*Task to complete*
From the records below, please return each line that holds the word "banner".

*Record set*
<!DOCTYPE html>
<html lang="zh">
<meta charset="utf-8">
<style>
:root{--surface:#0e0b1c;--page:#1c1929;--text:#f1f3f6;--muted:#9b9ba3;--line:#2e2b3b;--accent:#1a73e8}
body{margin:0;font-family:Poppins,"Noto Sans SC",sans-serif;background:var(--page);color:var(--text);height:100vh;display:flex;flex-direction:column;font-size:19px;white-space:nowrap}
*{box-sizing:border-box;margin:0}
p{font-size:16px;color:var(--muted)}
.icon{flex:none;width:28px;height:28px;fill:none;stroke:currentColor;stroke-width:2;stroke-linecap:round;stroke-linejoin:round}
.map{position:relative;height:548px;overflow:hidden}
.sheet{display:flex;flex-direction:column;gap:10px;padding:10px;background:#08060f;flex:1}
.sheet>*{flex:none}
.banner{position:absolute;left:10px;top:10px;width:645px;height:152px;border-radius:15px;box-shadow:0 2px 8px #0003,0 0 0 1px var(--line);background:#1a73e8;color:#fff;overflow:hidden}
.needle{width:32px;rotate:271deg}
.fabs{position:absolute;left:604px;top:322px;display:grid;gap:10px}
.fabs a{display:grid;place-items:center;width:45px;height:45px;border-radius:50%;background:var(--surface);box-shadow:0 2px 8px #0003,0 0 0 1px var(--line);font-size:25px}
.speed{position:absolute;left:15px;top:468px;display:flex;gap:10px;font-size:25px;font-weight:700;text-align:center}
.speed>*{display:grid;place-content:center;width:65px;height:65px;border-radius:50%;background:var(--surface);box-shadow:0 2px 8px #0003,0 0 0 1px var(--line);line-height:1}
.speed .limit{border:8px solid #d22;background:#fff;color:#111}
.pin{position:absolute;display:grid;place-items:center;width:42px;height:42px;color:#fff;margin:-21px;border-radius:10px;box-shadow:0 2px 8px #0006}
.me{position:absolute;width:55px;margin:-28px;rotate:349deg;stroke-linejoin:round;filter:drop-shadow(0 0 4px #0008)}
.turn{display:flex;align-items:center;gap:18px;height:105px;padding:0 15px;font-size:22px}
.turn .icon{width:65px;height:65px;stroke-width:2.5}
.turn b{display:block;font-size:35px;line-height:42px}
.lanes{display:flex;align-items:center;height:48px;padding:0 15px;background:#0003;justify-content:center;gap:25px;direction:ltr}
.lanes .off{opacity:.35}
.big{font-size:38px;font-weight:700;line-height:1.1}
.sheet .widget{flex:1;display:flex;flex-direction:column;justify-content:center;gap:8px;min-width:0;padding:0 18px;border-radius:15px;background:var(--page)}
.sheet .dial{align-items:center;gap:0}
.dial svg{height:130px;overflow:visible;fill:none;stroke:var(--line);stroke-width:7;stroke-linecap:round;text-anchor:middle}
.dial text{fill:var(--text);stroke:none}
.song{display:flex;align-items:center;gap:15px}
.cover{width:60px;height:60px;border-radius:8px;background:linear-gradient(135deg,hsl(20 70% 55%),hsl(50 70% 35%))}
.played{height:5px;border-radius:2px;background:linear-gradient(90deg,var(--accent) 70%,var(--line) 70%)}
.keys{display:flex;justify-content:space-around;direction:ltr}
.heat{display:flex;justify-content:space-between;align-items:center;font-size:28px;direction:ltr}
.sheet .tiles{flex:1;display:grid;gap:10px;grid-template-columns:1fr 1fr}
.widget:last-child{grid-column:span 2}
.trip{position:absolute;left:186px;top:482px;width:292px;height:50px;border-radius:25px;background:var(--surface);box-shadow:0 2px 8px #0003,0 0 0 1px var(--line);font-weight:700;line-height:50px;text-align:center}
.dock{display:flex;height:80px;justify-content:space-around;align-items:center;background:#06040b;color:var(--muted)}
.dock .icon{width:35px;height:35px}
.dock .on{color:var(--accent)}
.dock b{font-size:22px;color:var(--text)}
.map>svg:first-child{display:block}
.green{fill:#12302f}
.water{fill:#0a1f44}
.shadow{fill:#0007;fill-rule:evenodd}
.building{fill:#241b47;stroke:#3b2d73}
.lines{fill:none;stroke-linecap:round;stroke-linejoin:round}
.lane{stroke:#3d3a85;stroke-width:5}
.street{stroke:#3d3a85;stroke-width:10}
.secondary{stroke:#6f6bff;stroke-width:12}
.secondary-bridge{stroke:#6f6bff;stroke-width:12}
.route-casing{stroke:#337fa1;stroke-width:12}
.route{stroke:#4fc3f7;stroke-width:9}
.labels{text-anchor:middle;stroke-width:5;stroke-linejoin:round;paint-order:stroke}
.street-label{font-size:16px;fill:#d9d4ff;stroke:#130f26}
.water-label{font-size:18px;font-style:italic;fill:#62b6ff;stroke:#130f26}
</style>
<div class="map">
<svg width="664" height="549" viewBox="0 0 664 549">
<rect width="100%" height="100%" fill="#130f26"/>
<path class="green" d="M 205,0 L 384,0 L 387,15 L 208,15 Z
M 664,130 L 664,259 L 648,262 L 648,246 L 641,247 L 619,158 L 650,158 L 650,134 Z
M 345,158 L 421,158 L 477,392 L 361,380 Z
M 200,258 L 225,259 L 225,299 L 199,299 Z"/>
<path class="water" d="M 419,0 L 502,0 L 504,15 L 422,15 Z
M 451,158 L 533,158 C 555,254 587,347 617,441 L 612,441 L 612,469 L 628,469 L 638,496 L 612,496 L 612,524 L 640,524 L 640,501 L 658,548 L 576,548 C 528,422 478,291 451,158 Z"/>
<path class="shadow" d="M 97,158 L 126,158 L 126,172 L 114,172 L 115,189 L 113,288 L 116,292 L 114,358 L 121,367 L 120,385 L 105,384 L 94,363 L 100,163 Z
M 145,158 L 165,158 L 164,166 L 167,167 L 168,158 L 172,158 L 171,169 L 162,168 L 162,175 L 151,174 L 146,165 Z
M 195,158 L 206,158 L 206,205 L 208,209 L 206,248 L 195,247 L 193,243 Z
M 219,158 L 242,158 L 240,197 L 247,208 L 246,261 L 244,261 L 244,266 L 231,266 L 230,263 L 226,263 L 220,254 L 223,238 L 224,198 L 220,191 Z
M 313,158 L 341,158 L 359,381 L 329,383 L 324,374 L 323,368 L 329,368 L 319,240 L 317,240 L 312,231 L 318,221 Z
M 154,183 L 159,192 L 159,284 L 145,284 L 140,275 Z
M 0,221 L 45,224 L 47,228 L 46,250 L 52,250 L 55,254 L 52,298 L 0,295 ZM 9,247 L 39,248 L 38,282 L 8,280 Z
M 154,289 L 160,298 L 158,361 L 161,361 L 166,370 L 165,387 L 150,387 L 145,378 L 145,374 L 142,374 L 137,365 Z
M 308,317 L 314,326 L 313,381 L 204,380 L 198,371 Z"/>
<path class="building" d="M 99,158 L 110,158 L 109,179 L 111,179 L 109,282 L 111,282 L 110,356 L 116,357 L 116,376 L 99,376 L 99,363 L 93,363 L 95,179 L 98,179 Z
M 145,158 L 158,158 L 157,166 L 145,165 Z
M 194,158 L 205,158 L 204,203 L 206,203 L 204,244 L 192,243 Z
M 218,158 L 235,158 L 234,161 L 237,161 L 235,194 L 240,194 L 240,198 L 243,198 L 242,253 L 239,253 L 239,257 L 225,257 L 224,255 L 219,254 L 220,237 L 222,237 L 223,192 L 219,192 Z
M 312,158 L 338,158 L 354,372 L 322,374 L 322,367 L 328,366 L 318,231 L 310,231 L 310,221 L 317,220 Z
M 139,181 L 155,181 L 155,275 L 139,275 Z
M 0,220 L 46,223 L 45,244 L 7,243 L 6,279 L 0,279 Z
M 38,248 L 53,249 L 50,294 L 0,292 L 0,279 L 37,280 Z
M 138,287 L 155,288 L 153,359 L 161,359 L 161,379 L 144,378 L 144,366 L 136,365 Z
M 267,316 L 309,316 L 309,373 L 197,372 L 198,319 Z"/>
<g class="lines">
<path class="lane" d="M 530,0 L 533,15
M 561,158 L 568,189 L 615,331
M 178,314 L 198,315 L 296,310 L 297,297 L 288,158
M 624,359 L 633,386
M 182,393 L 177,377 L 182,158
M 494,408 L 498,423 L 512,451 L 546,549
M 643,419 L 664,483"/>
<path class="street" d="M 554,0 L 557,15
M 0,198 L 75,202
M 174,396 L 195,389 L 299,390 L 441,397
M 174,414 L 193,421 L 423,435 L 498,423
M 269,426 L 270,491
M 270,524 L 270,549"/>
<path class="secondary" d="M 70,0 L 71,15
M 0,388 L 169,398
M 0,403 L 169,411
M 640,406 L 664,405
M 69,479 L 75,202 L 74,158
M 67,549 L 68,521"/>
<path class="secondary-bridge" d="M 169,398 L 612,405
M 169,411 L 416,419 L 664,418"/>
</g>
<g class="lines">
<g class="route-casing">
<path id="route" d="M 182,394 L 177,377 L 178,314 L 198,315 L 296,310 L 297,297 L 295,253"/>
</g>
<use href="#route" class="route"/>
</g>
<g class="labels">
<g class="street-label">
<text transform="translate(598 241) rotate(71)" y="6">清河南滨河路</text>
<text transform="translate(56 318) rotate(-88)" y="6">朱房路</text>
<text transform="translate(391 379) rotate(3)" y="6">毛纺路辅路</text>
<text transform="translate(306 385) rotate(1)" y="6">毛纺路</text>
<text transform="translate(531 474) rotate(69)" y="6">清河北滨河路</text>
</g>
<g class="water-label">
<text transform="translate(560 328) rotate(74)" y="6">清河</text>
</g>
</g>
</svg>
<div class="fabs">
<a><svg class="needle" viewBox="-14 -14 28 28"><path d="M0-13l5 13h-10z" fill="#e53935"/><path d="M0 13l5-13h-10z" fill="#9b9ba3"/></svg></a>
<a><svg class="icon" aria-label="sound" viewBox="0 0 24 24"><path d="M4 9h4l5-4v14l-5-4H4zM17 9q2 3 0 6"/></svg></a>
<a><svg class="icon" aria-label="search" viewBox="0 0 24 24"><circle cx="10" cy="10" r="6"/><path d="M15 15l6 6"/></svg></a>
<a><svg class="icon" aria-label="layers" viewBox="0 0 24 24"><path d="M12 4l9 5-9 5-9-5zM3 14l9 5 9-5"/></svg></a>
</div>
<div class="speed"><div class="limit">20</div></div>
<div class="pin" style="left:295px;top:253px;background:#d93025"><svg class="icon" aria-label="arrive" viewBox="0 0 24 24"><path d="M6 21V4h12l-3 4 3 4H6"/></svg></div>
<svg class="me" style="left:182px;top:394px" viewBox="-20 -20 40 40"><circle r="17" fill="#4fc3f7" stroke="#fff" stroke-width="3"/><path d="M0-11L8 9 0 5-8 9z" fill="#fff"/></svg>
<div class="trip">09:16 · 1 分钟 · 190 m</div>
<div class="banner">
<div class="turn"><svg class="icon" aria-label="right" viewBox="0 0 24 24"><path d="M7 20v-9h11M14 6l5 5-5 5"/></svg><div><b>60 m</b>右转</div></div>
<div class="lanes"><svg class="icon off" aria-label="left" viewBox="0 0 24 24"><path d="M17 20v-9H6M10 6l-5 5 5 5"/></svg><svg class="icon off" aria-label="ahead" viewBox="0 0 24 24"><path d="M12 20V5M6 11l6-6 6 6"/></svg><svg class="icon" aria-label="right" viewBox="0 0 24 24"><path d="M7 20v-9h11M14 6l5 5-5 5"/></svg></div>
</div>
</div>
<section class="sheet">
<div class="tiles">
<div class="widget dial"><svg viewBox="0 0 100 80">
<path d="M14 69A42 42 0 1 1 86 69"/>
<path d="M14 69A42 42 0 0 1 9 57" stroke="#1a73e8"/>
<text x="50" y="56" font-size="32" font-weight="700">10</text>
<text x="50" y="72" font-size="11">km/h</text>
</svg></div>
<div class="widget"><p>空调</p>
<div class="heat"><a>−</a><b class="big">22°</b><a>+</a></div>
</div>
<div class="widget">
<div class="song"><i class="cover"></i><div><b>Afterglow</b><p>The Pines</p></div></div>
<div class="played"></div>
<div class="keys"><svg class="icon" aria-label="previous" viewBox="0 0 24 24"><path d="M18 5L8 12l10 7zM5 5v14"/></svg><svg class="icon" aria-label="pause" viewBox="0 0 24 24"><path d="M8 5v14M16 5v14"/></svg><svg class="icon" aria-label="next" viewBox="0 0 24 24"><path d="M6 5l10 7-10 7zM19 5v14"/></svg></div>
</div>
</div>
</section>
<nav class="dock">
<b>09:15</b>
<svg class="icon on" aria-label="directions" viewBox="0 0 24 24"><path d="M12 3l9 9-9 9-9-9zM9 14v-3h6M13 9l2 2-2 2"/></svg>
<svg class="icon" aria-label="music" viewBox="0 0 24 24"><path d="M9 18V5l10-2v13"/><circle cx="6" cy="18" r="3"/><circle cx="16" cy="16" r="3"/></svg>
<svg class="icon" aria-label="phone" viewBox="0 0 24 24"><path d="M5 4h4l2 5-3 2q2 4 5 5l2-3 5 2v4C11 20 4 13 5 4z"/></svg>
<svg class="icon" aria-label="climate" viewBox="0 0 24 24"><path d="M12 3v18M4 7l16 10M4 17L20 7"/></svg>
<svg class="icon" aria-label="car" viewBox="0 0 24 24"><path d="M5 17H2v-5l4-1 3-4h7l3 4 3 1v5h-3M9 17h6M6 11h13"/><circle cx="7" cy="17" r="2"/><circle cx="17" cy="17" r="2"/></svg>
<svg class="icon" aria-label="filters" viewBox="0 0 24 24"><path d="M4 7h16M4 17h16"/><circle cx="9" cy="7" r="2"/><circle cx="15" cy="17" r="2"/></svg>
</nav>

*Exercise result*
.banner{position:absolute;left:10px;top:10px;width:645px;height:152px;border-radius:15px;box-shadow:0 2px 8px #0003,0 0 0 1px var(--line);background:#1a73e8;color:#fff;overflow:hidden}
<div class="banner">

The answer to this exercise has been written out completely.